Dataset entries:
════════════════

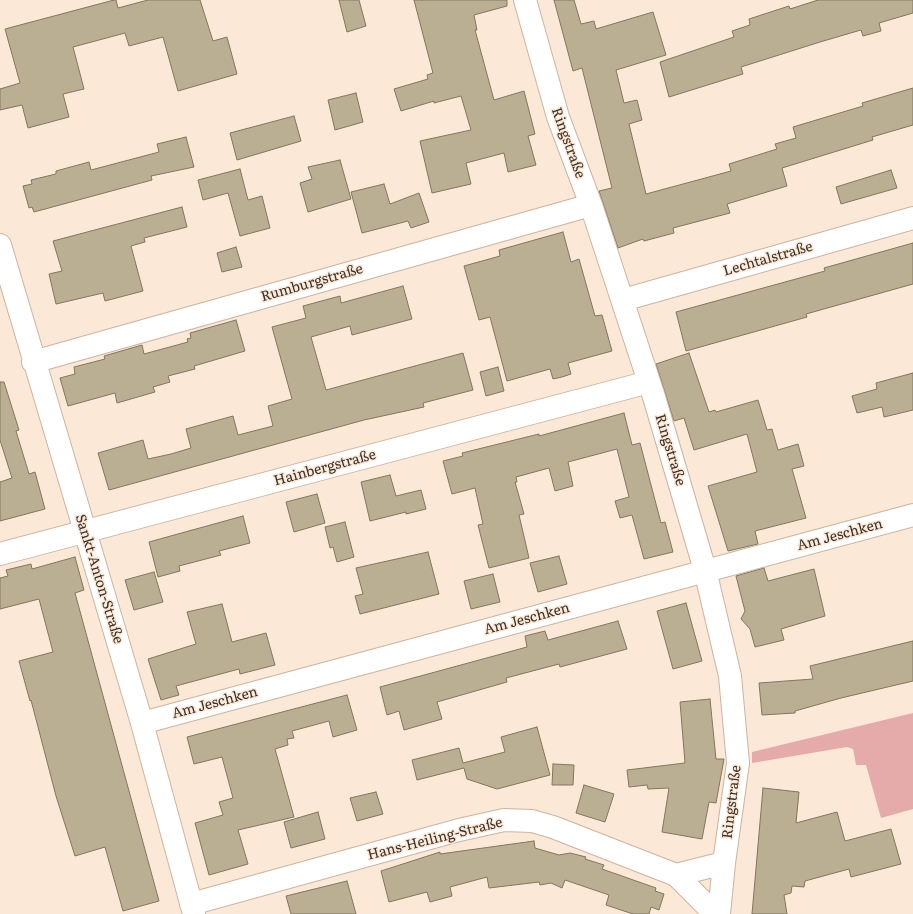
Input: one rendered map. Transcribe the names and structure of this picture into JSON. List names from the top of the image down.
{
  "streets": {
    "street": [
      "Ringstraße",
      "Lechtalstraße",
      "Rumburgstraße",
      "Hainbergstraße",
      "Am Jeschken",
      "Sankt-Anton-Straße",
      "Hans-Heiling-Straße"
    ]
  },
  "crossings": [
    ["Ringstraße", "Lechtalstraße"],
    ["Ringstraße", "Rumburgstraße"],
    ["Ringstraße", "Hainbergstraße"],
    ["Ringstraße", "Am Jeschken"],
    ["Rumburgstraße", "Sankt-Anton-Straße"],
    ["Hainbergstraße", "Sankt-Anton-Straße"],
    ["Am Jeschken", "Sankt-Anton-Straße"],
    ["Sankt-Anton-Straße", "Hans-Heiling-Straße"]
  ]
}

════════════════

**Your instructions**. Please print the records above once more, word for word, omitting all pictures.

**Output of the task**.
Input: one rendered map. Transcribe the names and structure of this picture into JSON. List names from the top of the image down.
{
  "streets": {
    "street": [
      "Ringstraße",
      "Lechtalstraße",
      "Rumburgstraße",
      "Hainbergstraße",
      "Am Jeschken",
      "Sankt-Anton-Straße",
      "Hans-Heiling-Straße"
    ]
  },
  "crossings": [
    ["Ringstraße", "Lechtalstraße"],
    ["Ringstraße", "Rumburgstraße"],
    ["Ringstraße", "Hainbergstraße"],
    ["Ringstraße", "Am Jeschken"],
    ["Rumburgstraße", "Sankt-Anton-Straße"],
    ["Hainbergstraße", "Sankt-Anton-Straße"],
    ["Am Jeschken", "Sankt-Anton-Straße"],
    ["Sankt-Anton-Straße", "Hans-Heiling-Straße"]
  ]
}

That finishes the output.